News | Aug. 30, 2018

Boosting small business demands big ideas

By Thomas Perry DCMA Public Affairs

There are 28 million small businesses in America, and Defense Contract Management Agency’s small business team wants as many of them as possible to join the defense industrial base.

“Our mission is to provide small business support to our defense and government customers by ensuring subcontracting compliance and optimizing subcontracting opportunities,” said Tatia Evelyn-Bellamy, the director of DCMA’s Small Business Office and Small Business Compliance Center. “Our strategy is to actively assist customers in developing aggressive but reasonable subcontracting plans for their contractors and review contractor subcontracting program compliance.”

In line with the agency’s over-arching mission of warfighter support, Evelyn-Bellamy explained her team’s effort “in assisting military partners with pre-award and post-award subcontract management, and working with prime contractors to achieve subcontract success” helps foster business innovation and new technology, supports the warfighter, strengthens and sustains the military and economic industrial base, and promotes private enterprise.

It is a massive undertaking that the office’s name naturally undersells. Small businesses account for 54 percent of all U.S. sales and provide 55 percent of all U.S. jobs. To support this large group of American taxpayers, the agency’s small business team partners with other DCMA departments to create an environment of support.

“We maintain a collaborative relationship with senior leaders, program managers and the Contracts Directorate to ensure customers and contractors develop acquisition strategies to identify and receive quotes, bids, or proposals from small business vendors,” said Rosalyn Wiggin, a small business professional within the SBO. “Our joint effort educates customers on small business regulation requirements and the benefits of small businesses — particularly their responsiveness to requirements and agility to perform in a more cost-effective manner compared to current large business suppliers and service providers.”

The U.S. Small Business Administration’s categorization of “small” depends on the industry. It is then further defined by average number of employees over the past 12 months or average annual receipts over the past three years. Prospective contractors should visit the administration’s website for more information. As a first-glance qualification test, SBA guidelines maintain businesses must meet the following parameters to qualify for small-business government contracts:

• Is organized for profit;
• Has a place of business in the United States;
• Operates primarily within the U.S. or makes a significant contribution to the U.S. economy through payment of taxes or use of American products, materials or labor;
• Is independently owned and operated;
• Is not dominant in its field on a national basis.

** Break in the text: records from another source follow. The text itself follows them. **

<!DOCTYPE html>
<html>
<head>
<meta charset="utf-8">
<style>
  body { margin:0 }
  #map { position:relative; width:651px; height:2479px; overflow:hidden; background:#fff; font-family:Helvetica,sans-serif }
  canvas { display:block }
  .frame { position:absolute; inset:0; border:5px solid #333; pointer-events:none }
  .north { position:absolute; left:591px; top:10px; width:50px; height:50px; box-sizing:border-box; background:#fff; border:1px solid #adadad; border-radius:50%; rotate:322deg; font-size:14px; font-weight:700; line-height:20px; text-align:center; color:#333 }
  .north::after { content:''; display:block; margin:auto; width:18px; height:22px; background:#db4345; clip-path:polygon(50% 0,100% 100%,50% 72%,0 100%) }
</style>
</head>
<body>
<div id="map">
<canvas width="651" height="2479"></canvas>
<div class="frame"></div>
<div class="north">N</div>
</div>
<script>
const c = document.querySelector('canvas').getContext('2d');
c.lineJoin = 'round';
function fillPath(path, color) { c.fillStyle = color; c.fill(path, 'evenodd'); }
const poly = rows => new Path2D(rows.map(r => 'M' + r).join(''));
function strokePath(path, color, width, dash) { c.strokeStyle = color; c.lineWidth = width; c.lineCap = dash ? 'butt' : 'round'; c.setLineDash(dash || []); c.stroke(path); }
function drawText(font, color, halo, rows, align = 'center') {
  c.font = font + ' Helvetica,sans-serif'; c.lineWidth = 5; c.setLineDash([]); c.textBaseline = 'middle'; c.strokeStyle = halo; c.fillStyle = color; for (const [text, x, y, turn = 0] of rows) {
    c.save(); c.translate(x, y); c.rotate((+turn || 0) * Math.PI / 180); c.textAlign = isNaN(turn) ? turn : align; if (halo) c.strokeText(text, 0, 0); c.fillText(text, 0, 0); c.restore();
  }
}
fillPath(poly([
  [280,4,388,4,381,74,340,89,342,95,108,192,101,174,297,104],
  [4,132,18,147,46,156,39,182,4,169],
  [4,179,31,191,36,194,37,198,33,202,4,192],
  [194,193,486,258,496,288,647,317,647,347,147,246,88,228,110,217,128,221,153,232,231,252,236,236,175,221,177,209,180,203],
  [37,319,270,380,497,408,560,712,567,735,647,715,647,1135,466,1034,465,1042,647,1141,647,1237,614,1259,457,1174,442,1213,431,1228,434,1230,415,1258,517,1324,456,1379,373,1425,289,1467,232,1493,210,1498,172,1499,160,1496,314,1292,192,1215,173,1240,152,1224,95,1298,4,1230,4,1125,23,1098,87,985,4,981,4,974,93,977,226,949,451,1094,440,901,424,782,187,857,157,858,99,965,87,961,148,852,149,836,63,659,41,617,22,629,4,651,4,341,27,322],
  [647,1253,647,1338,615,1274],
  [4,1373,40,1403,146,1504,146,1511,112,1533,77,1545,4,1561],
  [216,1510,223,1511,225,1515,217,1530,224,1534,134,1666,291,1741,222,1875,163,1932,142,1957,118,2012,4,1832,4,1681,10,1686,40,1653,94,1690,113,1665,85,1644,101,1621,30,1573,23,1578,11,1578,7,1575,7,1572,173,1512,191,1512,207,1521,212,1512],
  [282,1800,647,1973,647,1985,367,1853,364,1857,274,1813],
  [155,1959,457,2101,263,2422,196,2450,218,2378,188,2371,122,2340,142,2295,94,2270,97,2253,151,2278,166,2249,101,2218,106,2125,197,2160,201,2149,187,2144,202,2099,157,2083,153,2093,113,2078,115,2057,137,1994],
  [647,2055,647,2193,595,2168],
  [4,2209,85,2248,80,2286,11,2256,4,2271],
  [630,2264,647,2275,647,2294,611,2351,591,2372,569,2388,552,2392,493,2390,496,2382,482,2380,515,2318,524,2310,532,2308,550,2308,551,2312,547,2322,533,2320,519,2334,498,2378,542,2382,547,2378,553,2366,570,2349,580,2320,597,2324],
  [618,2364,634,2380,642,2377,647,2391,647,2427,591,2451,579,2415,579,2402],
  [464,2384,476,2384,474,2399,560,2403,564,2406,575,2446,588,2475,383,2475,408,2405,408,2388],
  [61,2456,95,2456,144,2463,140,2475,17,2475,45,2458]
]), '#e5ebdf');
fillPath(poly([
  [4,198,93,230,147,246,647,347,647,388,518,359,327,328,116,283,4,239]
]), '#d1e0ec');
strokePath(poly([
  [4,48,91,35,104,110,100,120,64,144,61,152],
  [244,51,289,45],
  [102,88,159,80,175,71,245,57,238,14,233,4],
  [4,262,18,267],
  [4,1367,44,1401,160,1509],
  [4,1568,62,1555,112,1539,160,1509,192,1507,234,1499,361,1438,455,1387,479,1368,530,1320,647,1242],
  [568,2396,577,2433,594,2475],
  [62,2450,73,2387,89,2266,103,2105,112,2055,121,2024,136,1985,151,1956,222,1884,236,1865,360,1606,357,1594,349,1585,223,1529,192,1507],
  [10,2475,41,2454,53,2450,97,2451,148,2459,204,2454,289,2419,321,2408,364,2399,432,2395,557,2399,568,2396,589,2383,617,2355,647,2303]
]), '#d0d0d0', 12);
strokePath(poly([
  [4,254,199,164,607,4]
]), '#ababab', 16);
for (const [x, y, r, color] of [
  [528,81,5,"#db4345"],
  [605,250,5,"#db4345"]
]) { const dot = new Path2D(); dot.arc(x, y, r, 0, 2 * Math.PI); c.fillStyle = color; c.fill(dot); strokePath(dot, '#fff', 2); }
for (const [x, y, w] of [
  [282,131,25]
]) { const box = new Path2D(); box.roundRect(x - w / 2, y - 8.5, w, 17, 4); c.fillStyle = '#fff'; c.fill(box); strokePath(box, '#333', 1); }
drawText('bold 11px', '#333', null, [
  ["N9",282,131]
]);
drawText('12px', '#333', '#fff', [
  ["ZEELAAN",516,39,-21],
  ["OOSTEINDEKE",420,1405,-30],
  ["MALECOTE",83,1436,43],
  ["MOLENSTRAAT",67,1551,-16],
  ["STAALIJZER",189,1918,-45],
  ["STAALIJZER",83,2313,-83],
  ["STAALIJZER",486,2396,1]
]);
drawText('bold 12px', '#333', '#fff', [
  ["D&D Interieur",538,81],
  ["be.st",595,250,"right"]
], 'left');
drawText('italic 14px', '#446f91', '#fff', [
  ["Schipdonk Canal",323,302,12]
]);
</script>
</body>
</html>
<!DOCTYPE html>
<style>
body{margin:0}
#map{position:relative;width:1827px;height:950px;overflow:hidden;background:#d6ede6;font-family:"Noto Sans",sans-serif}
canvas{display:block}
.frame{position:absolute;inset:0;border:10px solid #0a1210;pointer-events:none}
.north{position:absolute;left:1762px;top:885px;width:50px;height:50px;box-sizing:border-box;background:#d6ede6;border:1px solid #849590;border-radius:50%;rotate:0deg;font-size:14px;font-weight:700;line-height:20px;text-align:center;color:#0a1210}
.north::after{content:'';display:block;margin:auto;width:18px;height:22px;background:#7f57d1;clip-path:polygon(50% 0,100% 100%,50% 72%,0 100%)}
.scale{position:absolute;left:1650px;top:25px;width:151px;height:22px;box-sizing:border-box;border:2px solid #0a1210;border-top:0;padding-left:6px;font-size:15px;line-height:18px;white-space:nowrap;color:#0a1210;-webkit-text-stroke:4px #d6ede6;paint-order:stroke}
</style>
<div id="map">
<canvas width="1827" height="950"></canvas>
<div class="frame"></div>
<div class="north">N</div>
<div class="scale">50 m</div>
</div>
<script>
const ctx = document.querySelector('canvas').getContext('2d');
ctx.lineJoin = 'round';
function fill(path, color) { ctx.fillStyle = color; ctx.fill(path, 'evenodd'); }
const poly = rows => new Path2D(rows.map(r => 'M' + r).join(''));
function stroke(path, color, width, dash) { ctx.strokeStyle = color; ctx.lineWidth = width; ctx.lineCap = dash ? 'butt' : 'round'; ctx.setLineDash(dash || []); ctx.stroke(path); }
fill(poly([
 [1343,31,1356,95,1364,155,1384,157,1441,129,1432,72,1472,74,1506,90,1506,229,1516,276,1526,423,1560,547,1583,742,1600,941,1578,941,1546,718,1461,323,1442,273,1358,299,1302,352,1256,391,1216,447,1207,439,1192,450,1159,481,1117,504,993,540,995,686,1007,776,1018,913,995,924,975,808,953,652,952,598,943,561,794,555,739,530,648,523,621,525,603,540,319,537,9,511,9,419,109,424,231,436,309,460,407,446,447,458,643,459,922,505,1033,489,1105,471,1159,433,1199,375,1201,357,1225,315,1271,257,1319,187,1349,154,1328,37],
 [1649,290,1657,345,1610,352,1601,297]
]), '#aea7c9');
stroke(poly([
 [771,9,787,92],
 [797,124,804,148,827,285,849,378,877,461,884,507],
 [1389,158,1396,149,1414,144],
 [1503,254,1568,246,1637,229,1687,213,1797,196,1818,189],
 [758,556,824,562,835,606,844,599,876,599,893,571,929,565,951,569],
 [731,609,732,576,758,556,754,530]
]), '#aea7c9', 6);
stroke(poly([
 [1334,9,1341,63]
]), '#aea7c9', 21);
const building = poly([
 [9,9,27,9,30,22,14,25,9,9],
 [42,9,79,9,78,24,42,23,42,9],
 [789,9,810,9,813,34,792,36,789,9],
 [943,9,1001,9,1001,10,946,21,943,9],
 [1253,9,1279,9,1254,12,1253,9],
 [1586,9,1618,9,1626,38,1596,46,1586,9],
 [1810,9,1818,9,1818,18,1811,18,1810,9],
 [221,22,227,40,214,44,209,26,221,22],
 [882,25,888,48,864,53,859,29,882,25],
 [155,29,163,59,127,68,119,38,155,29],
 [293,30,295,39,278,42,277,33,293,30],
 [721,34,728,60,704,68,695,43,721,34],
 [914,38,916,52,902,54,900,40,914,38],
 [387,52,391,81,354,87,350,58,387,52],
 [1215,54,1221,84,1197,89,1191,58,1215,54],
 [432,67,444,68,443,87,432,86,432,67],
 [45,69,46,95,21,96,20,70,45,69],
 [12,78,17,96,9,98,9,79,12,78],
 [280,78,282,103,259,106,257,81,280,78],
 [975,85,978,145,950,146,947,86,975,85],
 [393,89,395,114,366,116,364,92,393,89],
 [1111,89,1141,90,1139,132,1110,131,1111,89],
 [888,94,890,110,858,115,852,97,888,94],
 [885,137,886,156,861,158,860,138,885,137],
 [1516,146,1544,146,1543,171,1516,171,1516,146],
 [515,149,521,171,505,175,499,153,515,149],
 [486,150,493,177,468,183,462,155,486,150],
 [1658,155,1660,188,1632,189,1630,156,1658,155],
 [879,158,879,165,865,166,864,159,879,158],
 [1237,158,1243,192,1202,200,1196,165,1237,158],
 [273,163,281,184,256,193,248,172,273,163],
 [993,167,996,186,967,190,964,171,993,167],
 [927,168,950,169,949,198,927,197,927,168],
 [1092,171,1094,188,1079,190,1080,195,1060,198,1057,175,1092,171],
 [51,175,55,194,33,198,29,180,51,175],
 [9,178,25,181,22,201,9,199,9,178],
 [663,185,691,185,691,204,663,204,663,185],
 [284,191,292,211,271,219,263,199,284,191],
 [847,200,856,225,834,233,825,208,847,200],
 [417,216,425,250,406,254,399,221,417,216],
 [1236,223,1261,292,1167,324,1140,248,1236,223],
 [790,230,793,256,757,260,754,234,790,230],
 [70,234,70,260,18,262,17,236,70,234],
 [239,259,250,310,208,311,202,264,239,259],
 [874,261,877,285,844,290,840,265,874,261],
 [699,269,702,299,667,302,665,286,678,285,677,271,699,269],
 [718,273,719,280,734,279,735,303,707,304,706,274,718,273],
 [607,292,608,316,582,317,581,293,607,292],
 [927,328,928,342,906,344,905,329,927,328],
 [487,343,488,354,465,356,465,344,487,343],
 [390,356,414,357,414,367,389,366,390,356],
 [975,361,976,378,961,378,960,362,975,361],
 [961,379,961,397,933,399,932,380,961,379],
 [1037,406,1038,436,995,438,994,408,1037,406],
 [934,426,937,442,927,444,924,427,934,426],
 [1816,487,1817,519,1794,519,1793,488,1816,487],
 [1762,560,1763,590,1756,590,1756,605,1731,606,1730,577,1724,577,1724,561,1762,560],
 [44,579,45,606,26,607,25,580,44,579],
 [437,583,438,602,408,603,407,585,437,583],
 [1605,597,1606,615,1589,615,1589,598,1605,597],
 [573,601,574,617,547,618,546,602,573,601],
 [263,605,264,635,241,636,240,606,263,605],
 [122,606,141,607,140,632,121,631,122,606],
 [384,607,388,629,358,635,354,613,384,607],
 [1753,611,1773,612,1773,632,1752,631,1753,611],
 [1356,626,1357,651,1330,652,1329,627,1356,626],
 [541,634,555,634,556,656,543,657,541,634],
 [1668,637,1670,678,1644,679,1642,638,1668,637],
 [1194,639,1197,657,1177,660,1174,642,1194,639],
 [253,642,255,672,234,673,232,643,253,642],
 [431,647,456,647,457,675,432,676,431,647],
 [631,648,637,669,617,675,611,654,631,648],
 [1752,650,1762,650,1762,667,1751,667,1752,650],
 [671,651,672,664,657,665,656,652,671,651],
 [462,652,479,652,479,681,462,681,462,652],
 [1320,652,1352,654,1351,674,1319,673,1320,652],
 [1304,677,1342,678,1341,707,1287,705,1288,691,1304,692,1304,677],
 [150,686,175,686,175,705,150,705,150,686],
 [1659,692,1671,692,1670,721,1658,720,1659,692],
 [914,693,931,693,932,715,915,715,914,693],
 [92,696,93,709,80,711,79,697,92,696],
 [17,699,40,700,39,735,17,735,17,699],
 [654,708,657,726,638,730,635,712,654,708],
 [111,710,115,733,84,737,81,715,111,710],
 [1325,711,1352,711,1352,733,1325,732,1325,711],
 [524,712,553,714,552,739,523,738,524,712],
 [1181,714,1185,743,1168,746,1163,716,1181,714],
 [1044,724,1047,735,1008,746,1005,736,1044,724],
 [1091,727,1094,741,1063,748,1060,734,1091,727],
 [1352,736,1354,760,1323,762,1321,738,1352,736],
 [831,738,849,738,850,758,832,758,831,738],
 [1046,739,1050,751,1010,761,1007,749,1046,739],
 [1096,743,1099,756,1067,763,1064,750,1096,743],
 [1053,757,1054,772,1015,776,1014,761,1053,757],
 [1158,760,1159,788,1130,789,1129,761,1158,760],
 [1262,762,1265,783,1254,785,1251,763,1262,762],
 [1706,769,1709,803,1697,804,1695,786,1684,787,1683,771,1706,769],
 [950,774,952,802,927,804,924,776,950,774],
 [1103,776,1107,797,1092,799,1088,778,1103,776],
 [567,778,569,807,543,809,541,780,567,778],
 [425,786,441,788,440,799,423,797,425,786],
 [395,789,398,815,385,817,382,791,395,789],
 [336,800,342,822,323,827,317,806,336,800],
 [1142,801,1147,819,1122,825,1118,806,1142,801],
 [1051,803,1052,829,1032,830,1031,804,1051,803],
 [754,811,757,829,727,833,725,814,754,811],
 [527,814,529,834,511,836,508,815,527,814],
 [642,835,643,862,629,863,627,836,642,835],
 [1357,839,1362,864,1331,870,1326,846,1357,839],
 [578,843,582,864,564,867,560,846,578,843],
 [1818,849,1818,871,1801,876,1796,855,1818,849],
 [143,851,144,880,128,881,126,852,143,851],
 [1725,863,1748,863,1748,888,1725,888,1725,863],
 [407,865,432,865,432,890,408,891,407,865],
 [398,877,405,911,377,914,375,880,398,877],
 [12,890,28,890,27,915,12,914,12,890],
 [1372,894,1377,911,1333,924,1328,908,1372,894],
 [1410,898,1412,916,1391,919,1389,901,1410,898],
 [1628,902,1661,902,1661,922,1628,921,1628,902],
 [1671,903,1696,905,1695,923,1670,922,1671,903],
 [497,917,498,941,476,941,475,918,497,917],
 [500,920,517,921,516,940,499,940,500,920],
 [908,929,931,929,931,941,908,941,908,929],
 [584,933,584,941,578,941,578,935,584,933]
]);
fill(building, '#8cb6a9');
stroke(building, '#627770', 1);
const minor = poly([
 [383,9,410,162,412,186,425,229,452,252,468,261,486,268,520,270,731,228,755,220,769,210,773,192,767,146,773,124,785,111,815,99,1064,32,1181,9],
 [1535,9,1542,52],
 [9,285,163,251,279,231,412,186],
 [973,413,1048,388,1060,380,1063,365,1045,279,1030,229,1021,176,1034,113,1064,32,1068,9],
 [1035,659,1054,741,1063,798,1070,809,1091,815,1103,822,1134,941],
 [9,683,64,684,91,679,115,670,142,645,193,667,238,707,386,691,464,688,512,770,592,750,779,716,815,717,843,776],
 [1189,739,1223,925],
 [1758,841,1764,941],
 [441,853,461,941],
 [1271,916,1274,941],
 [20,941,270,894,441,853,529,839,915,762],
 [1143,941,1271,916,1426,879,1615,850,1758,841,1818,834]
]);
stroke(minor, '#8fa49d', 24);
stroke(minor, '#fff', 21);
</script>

DCMA’s collaborative effort begins once business owners determine they qualify for small-business government contracts. Many owners may find it difficult to navigate regulations, especially those new to government contracts. It is a challenging environment that can at times punish inexperience, but Evelyn-Bellamy said her team maintains passion in pursuit of its mission.

“We are committed to expanding the small business industrial base,” Evelyn-Bellamy said.

In support of that commitment, DCMA SBO works with its DoD and industry counterparts to include the Navy’s Office of Small Business Programs, local Procurement Technical Assistance Centers, the National 8(a) Association, the National Defense Industrial Association, veterans’ groups and many more.

In addition to supporting these organizations, the agency’s small business team conducts training sessions, when appropriate, for both contractor and government personnel on existing and emerging small business issues.

“We support many groups whose goals are to educate, inform and train small business personnel and our industry counterparts on current programs, processes and initiatives,” said Eric Claud, an SBO professional. “It really is all about increasing small business opportunities for prime contractors, and particularly subcontractors, across the Department of Defense and the federal government.”

All of these efforts can make a huge difference in the financial health and success of small and socio-economic disadvantaged businesses. According to the SBA, “most government agencies ‘set aside’ a percentage of their acquisitions for small and disadvantaged businesses. In some cases, these set-asides might consist of certain types of tasks on larger contracts. In other cases, entire contracts may be designated for small businesses.”

In other words, there are often government-contract opportunities available to small business owners. Whether owners are qualified and prepared to properly apply is another story. DCMA’s small business team hopes to ensure that answer is always yes.